先日NHKのあるテレビ番組を見ました。親が残した財産を分ける際のトラブルについての番組でした。初めは興味本位で見ていましたが、仲が良いと思われた家族がお金の問題となると、骨肉の争いとなる姿に愕然となりました。しかしそこには、次第にひきこまれている自分の姿もあったのです。
次に、ある夫婦と夫の母と3人で暮らす家庭の話が続きました。夫がなくなった後、その妻は長男の嫁としての務めを果たそうと、老いた義母を看取り、最後までずっと面倒をみたそうです。しかし義母がなくなった後、一度も世話をせず看病にも来なかった夫の弟や妹が現われ、財産を分ける話になりました。弟は通帳を見て、「お金はこれだけなのか、もっとあるはずだ。あんな他に知らないか」と言い、彼女は疑いをかけられたのでした。結局、彼女に対して感謝の言葉もなく、一円のお金も与えられませんでした。
このような事態にならないために、今からできる事をしましょうというのがこの番組の目的だったと思いますが、果たして、成すべきことを準備すればすべて解決するのでしょうか。
人は誰でも思うのではないでしょうか。「私の中にも同じ思いがあるのではないか」と。お金をめぐっての争いは、財産を残した親にとっても、見ている者にとっても悲しいことです。
聖書にはこう書いてあります。
「一切れのかわいたパンがあって、平和であるのは、ごちそうと争いに満ちた家にまさる」(箴言17・1)
また聖書は警告しています。「金銭を愛することが、あらゆる悪の根だからです。

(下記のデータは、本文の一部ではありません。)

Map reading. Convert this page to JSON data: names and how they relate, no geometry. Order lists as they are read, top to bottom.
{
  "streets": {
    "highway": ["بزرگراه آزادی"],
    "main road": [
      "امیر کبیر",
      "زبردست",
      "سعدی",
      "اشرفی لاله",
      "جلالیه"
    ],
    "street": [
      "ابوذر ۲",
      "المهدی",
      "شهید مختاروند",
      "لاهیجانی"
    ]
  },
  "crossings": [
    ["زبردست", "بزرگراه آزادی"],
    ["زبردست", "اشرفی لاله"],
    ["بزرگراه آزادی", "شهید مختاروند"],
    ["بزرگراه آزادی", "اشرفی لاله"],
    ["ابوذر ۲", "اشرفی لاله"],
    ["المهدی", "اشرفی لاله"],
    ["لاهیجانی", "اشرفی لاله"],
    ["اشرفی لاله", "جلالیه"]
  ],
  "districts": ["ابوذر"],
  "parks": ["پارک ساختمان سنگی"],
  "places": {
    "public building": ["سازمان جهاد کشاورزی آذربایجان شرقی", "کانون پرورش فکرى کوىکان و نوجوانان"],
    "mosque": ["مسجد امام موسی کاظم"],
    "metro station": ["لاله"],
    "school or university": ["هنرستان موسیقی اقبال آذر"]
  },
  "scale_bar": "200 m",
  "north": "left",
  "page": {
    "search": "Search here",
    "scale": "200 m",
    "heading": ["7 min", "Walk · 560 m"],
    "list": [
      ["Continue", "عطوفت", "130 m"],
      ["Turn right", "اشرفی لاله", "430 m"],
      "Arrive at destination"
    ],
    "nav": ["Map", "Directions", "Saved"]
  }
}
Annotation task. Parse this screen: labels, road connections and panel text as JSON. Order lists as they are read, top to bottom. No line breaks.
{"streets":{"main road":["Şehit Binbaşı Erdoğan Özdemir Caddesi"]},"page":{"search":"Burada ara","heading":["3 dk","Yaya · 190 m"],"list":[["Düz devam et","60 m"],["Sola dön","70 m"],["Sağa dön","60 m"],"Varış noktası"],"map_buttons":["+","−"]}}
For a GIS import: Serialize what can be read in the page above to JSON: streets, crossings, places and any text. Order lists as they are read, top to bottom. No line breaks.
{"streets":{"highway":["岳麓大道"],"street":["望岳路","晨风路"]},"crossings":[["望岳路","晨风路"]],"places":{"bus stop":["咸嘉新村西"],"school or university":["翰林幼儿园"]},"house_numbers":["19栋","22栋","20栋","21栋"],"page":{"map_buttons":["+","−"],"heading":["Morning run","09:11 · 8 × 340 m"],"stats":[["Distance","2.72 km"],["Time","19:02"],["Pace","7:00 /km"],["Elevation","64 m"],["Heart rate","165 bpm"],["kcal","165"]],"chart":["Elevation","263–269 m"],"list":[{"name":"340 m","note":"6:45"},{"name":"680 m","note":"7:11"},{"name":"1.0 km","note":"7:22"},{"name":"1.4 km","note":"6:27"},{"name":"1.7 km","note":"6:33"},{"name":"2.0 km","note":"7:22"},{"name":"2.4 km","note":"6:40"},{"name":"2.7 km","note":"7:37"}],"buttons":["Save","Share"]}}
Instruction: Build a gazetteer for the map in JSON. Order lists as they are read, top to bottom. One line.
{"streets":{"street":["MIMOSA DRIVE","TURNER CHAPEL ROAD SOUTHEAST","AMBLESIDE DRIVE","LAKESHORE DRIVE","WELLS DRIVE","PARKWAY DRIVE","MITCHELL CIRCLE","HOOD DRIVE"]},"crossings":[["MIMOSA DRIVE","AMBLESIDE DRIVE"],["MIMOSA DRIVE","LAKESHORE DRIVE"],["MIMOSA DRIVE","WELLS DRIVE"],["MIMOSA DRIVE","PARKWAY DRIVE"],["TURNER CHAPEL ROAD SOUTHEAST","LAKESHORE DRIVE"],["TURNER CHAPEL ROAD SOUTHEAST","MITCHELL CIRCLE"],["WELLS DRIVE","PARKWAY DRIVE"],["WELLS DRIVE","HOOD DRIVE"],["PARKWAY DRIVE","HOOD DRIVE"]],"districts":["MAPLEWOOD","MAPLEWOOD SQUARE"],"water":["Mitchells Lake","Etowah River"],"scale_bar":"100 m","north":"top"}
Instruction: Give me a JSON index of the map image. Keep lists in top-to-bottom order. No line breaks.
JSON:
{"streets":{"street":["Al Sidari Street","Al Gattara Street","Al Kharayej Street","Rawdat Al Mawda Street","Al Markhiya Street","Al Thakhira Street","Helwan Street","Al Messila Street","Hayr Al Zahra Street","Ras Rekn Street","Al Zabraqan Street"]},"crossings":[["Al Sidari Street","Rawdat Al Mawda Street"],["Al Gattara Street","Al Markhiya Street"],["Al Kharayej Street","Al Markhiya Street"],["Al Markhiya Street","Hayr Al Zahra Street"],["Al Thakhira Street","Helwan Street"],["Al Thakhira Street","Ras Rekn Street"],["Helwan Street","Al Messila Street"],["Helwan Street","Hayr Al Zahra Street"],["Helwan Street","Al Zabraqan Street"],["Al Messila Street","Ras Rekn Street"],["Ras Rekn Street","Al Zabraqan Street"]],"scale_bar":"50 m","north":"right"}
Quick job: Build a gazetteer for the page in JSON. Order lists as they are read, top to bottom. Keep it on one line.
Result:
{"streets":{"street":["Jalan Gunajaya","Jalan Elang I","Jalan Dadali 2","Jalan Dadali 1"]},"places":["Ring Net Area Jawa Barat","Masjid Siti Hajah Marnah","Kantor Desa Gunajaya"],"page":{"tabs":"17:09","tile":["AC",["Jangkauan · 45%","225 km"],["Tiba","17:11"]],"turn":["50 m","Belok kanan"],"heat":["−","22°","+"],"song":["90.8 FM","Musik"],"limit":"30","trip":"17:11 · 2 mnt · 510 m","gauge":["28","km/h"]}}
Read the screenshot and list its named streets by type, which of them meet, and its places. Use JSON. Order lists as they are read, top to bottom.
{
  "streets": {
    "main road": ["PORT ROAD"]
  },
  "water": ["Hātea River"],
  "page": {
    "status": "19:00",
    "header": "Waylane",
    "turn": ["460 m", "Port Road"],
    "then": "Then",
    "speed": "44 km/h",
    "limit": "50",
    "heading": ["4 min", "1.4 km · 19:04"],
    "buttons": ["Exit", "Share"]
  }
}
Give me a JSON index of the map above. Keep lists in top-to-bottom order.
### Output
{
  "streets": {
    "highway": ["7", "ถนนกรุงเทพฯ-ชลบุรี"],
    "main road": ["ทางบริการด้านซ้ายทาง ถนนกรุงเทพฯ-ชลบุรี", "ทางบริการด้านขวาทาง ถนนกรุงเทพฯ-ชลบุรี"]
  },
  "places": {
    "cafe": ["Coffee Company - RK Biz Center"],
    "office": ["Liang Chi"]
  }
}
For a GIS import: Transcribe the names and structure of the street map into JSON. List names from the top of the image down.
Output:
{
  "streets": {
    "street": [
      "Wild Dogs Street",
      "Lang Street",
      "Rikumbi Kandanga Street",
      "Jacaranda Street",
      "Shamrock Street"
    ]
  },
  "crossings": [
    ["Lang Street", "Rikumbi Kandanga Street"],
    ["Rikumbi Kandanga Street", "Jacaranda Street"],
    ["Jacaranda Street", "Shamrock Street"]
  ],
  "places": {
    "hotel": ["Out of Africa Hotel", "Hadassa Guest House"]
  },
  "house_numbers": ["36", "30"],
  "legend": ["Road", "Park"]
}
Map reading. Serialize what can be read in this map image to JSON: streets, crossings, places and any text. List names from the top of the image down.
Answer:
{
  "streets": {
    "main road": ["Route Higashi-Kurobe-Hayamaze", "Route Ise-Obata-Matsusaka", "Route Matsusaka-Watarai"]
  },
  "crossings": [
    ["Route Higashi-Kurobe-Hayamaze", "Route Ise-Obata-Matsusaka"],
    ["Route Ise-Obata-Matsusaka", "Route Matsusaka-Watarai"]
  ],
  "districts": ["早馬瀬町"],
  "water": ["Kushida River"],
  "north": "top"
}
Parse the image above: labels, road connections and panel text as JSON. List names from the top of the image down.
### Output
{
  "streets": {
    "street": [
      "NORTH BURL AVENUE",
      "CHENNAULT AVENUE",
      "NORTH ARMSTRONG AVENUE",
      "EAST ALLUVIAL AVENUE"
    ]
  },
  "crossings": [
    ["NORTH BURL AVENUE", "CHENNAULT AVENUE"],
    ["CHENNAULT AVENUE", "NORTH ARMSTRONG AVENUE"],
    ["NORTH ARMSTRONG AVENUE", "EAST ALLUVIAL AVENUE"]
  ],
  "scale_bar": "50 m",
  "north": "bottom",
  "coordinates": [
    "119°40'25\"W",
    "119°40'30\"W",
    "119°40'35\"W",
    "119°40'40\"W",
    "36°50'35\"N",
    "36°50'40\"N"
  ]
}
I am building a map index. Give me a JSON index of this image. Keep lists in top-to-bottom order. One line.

」
あなたも聖書の中に「自分の姿」と「幸せとは何か」を探してみませんか。
最後に、星野富弘さんの一篇の詩をご紹介いたします。
柚子の皮をきざんで
小さなかけらのかおりを愛しむ
その同じ私の中から
憎しみや欲望が湧いてくるのだから
(ユズ 1998)
(2017年 通巻266号)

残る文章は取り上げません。